START Provided records

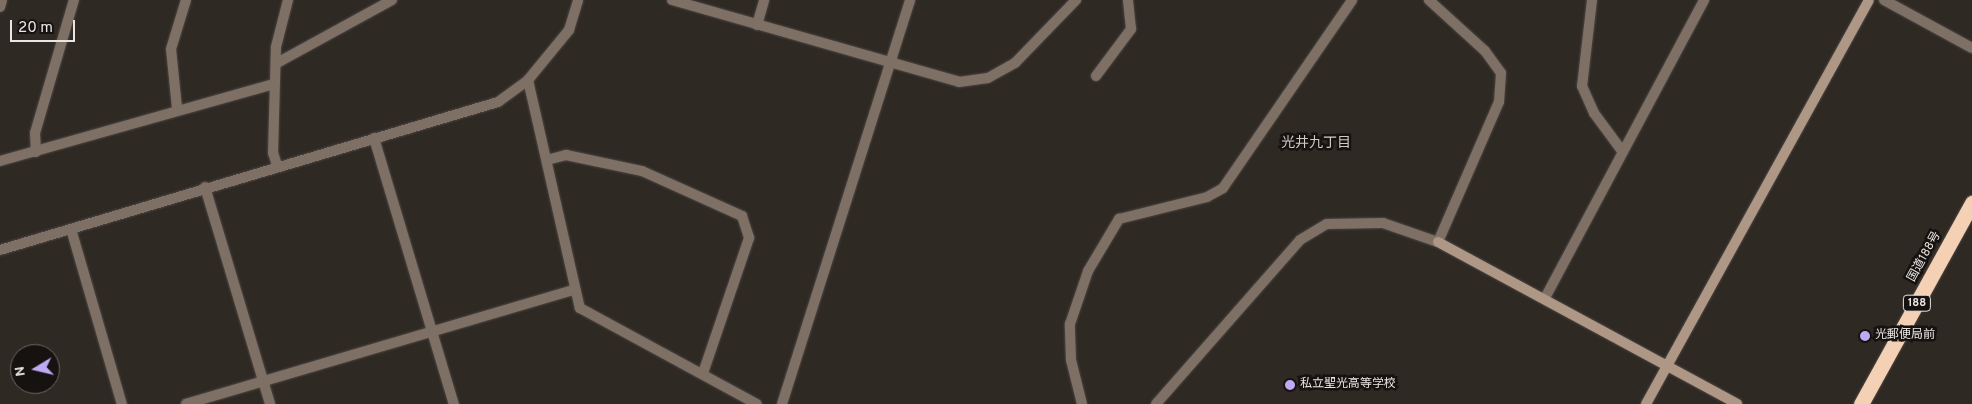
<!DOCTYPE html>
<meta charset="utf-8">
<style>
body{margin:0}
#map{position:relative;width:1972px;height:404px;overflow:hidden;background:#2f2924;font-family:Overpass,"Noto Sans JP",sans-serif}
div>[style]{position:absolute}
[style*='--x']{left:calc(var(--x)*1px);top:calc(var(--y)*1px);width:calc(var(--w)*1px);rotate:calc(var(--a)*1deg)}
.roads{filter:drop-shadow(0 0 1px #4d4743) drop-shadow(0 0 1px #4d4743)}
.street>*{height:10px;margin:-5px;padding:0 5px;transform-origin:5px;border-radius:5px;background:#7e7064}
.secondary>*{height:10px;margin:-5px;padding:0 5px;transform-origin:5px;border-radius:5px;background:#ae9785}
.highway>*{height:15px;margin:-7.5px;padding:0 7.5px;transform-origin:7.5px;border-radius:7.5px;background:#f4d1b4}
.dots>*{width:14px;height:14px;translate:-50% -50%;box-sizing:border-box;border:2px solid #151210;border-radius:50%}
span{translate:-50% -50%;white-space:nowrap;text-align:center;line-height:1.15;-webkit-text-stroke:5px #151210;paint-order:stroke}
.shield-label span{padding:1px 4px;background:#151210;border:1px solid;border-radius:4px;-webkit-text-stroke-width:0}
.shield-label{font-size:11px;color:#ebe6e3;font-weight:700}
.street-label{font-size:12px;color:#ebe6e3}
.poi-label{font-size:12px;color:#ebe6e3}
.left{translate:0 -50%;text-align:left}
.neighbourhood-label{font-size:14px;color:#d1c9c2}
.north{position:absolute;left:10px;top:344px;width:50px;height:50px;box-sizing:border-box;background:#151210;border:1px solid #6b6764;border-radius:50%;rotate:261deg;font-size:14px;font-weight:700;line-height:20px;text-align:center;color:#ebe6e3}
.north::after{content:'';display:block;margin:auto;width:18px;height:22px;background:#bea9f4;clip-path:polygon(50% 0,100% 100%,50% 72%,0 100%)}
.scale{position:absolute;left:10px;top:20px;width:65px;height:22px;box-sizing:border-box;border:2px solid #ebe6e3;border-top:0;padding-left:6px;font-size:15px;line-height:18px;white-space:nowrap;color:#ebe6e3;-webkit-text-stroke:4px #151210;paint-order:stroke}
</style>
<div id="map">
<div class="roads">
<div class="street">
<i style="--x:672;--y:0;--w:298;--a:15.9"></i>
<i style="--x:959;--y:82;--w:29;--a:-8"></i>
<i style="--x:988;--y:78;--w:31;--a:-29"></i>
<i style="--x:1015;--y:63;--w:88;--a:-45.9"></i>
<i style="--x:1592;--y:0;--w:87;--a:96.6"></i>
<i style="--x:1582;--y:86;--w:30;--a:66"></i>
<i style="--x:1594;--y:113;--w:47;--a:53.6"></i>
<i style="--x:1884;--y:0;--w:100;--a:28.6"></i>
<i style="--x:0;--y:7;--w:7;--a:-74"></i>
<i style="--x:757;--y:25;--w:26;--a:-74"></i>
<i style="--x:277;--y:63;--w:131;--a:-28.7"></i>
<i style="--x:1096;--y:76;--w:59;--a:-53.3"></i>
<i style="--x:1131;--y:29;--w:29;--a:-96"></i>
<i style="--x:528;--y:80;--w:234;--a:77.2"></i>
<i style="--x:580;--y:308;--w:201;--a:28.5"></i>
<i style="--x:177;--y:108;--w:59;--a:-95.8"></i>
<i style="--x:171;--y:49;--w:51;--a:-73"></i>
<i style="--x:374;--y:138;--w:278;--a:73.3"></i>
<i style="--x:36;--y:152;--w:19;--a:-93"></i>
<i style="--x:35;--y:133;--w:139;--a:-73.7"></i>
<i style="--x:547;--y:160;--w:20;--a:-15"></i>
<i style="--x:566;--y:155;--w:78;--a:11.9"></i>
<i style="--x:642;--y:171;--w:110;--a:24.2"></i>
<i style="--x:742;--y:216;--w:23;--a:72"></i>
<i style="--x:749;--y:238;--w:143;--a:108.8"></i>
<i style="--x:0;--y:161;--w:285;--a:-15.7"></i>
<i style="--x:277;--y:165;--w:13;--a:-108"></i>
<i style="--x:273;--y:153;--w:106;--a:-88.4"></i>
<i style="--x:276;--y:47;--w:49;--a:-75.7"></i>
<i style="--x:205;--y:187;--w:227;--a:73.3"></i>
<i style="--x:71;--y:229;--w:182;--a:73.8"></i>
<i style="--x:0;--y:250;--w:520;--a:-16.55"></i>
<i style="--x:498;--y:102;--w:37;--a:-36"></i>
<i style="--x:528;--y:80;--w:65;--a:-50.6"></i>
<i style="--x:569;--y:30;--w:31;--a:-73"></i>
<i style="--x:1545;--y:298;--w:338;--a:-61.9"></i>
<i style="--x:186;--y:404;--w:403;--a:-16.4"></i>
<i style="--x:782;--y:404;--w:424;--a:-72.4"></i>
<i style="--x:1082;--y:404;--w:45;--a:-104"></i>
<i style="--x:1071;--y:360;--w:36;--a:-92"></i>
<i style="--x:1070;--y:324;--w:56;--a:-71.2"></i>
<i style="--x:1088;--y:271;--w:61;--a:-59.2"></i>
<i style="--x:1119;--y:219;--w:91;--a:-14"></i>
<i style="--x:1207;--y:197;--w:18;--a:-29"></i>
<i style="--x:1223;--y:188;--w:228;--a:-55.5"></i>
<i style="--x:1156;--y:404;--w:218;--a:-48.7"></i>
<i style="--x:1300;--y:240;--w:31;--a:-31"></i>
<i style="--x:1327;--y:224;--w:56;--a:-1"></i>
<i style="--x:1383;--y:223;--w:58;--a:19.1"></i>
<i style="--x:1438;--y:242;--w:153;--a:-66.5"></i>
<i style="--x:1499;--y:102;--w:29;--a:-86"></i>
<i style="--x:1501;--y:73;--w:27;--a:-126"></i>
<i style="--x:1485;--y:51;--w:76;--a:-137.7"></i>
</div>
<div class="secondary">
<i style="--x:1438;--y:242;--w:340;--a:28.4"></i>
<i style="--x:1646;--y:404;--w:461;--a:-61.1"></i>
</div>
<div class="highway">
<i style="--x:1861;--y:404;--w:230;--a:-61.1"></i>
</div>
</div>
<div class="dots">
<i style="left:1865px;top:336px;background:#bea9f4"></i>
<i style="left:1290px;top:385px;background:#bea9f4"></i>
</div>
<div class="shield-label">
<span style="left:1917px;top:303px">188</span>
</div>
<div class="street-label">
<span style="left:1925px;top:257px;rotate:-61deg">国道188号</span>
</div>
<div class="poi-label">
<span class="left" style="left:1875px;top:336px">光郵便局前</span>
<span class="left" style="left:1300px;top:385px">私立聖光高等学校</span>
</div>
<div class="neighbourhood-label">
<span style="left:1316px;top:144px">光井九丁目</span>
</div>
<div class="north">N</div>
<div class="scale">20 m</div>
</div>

END Provided records
START Provided records

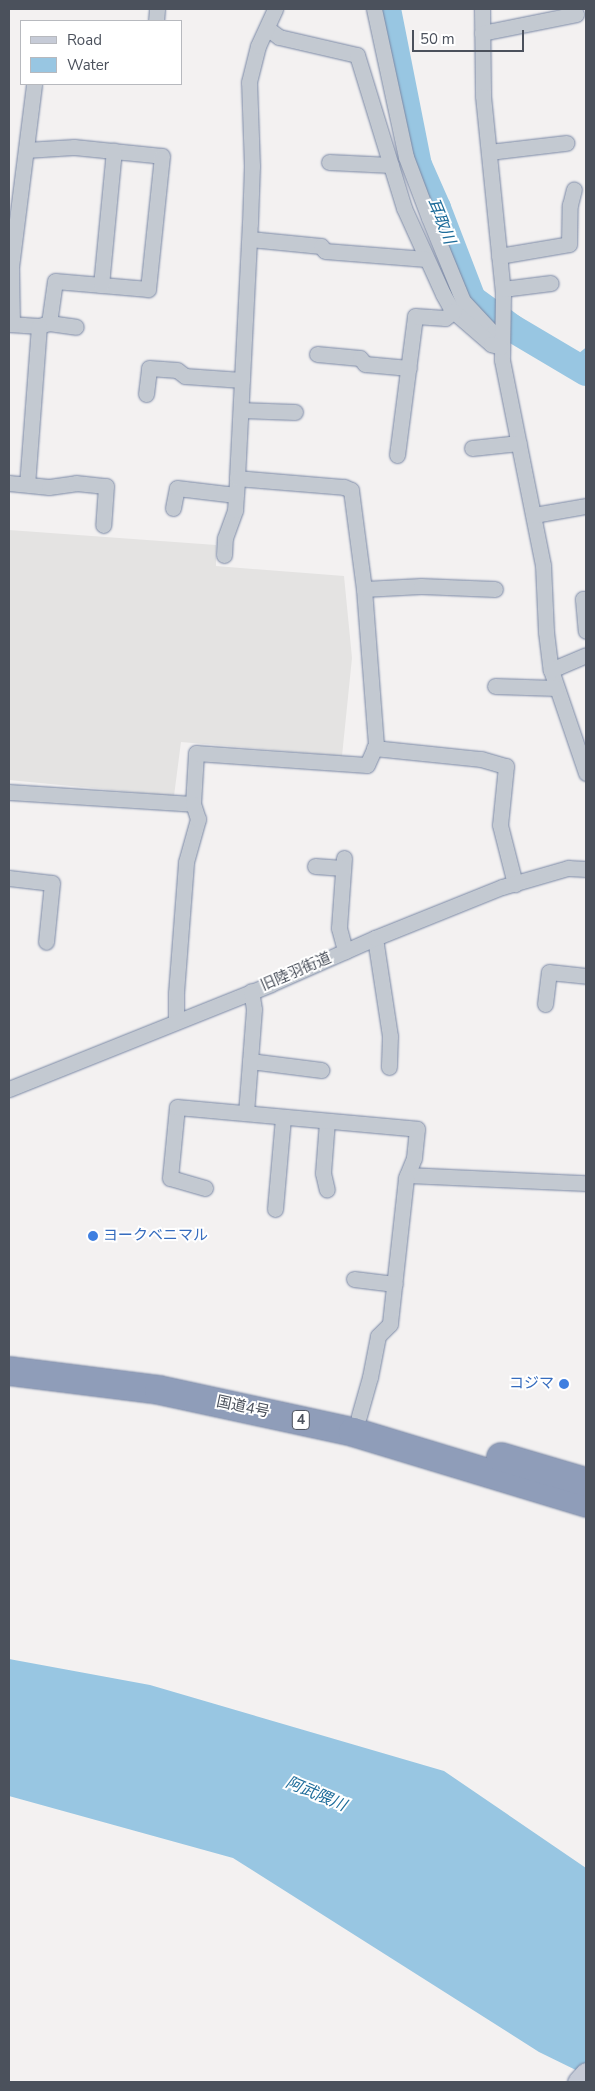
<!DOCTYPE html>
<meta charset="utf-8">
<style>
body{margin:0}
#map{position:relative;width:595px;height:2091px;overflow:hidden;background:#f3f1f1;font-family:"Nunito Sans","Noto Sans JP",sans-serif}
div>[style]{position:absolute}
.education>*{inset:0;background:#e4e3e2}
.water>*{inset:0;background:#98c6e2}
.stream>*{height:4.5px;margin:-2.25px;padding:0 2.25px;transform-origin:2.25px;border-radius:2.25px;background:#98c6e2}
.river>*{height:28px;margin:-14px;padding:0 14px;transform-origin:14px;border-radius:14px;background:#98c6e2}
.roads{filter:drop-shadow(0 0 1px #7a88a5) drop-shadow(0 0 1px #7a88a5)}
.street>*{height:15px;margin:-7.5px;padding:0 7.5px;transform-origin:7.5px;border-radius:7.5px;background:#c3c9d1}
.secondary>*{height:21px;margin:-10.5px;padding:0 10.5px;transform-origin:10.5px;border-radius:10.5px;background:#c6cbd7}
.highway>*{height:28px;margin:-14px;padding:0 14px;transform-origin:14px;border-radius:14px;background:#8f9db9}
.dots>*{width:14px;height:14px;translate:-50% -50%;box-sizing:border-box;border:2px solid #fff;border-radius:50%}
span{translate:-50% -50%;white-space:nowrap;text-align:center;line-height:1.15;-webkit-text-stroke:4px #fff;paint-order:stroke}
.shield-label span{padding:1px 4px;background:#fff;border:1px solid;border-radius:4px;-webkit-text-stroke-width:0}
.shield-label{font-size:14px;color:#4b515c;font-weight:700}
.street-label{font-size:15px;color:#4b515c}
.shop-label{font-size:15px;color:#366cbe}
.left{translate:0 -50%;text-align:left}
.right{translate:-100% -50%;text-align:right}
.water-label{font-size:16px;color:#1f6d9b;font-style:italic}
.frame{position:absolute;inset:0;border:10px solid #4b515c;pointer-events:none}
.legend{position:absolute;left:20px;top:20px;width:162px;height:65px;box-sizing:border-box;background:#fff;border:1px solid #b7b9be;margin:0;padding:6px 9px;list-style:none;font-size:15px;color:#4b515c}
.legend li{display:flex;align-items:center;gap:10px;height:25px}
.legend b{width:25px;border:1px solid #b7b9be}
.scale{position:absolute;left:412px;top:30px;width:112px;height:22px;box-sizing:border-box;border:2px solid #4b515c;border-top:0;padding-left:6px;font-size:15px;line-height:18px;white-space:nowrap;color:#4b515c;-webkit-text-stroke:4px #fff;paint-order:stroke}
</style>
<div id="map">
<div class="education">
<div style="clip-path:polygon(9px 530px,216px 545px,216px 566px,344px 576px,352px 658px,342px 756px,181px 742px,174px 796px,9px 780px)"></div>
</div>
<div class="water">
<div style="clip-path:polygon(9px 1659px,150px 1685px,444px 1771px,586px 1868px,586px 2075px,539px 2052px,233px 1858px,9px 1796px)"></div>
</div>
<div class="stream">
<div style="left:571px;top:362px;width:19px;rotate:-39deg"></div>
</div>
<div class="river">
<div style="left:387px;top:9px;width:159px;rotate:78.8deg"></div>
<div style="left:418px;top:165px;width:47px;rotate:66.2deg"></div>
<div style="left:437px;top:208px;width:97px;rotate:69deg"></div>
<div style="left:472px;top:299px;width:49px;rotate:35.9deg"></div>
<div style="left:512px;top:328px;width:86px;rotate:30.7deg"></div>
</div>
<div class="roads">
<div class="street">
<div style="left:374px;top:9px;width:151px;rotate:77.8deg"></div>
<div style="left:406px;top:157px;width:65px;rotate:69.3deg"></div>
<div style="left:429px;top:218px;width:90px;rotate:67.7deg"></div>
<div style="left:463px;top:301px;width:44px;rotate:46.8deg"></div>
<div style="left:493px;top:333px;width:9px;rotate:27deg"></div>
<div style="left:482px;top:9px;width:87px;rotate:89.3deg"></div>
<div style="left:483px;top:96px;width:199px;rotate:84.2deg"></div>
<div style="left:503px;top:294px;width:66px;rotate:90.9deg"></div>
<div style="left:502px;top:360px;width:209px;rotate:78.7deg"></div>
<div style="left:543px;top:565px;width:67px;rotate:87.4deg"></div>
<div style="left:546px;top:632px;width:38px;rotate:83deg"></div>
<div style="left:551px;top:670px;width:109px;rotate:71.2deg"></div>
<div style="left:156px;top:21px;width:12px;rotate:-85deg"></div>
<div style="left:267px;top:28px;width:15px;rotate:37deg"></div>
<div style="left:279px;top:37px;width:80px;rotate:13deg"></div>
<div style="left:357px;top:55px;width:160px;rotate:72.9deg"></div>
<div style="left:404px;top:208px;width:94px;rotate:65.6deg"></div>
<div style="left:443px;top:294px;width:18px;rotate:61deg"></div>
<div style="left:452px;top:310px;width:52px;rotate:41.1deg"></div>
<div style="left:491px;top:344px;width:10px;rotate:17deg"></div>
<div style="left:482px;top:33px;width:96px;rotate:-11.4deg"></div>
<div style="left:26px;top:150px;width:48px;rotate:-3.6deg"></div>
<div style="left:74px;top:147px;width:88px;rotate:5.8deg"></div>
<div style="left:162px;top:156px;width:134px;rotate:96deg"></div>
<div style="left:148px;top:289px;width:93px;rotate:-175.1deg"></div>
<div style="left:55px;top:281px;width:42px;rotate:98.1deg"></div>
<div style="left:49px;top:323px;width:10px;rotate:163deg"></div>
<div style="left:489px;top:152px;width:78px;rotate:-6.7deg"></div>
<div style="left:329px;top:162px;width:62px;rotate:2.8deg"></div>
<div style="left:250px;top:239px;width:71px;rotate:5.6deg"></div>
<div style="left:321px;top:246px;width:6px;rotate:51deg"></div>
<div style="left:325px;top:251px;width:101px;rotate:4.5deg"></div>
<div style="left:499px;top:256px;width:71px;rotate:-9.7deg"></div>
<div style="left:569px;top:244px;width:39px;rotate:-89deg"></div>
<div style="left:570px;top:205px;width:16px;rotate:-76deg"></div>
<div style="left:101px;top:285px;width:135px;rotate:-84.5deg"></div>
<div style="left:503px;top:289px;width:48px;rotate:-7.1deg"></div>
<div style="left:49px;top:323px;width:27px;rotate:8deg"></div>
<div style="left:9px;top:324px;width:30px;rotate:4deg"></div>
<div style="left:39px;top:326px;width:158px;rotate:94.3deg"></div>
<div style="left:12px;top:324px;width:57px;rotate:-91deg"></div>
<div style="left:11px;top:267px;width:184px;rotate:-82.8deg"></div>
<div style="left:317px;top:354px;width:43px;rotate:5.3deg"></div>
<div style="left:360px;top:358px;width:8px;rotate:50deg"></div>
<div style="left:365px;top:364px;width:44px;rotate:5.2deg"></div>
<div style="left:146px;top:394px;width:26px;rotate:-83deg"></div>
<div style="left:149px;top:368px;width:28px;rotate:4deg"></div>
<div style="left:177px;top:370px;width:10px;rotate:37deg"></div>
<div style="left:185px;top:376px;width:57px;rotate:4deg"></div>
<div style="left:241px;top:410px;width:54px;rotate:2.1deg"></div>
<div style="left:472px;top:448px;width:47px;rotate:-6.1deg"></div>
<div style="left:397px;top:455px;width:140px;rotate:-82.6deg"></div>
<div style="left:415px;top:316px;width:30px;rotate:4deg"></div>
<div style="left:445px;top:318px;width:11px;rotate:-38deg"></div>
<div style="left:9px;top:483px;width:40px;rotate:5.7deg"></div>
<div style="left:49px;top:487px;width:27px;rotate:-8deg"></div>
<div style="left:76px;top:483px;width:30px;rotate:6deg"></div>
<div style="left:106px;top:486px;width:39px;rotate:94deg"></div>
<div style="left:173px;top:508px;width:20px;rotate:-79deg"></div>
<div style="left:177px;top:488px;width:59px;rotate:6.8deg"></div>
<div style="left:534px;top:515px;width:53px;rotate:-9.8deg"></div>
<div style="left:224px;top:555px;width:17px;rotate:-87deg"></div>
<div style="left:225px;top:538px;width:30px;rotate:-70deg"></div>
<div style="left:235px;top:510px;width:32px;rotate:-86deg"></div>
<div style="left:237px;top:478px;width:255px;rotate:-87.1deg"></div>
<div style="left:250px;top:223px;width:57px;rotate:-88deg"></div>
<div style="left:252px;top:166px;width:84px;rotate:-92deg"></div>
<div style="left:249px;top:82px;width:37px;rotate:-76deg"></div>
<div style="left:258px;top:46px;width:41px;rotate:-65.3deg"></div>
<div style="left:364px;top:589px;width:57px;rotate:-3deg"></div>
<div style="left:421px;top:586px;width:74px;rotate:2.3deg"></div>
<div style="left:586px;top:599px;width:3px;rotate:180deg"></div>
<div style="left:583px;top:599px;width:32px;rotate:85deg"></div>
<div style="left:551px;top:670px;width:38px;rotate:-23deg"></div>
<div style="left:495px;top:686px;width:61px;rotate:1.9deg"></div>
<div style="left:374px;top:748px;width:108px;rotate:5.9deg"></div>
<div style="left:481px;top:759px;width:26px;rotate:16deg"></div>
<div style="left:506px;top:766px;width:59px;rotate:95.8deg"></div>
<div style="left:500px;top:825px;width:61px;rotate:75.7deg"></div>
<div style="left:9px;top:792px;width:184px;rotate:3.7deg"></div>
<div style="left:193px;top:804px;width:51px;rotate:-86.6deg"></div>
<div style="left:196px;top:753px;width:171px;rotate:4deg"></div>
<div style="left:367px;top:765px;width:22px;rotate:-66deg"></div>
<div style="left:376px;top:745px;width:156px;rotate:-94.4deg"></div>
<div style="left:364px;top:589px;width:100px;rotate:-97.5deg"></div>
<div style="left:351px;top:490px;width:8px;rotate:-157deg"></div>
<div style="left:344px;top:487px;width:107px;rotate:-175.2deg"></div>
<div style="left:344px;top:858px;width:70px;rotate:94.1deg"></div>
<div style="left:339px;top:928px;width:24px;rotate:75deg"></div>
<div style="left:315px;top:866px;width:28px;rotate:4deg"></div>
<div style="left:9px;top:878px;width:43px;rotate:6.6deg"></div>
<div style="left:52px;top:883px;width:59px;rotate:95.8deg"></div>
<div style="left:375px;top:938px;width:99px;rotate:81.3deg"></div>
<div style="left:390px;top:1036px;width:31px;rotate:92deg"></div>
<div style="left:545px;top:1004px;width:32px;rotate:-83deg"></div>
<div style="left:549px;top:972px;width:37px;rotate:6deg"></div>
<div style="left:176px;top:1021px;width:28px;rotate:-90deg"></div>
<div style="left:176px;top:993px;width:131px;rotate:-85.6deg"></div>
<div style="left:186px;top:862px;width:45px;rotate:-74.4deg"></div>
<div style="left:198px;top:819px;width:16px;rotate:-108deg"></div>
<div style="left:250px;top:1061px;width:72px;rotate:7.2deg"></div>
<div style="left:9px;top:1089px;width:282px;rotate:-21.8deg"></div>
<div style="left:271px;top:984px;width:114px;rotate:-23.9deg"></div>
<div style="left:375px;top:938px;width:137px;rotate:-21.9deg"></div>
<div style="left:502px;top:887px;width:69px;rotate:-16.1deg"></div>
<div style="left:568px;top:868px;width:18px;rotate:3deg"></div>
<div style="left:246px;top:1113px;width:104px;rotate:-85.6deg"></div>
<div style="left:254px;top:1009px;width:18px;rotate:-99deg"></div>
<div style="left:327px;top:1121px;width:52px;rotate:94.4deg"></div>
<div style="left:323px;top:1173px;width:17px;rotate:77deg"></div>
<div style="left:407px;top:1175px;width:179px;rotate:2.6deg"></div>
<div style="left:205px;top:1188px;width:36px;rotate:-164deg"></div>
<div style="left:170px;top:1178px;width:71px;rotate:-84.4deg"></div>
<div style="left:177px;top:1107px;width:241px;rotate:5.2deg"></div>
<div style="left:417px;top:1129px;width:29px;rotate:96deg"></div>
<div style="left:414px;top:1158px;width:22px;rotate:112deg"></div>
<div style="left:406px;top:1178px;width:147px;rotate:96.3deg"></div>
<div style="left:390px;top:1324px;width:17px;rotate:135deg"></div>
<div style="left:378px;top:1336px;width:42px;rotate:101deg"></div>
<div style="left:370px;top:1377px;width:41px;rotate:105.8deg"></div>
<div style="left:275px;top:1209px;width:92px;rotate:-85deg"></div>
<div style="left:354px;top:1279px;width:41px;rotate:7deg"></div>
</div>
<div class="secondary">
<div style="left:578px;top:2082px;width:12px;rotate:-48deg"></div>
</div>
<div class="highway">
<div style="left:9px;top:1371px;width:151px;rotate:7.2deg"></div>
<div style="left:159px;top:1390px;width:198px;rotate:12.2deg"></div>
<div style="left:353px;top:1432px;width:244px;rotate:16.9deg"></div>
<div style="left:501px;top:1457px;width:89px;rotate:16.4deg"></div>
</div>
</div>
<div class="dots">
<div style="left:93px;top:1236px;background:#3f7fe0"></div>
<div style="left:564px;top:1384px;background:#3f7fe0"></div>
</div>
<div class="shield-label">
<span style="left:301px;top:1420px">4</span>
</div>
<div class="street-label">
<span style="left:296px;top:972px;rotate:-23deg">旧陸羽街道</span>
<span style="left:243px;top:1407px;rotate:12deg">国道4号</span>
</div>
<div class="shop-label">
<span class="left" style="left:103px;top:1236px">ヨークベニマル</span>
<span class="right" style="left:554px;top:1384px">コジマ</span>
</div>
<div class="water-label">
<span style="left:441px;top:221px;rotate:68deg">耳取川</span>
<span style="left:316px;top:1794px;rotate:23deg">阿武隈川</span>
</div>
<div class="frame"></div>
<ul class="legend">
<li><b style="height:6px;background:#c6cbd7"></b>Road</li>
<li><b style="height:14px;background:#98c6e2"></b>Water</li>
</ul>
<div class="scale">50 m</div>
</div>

END Provided records

What you will do
Report the number of lines in the entries where the word "filter" occurs, and add nothing else.

Your solution
2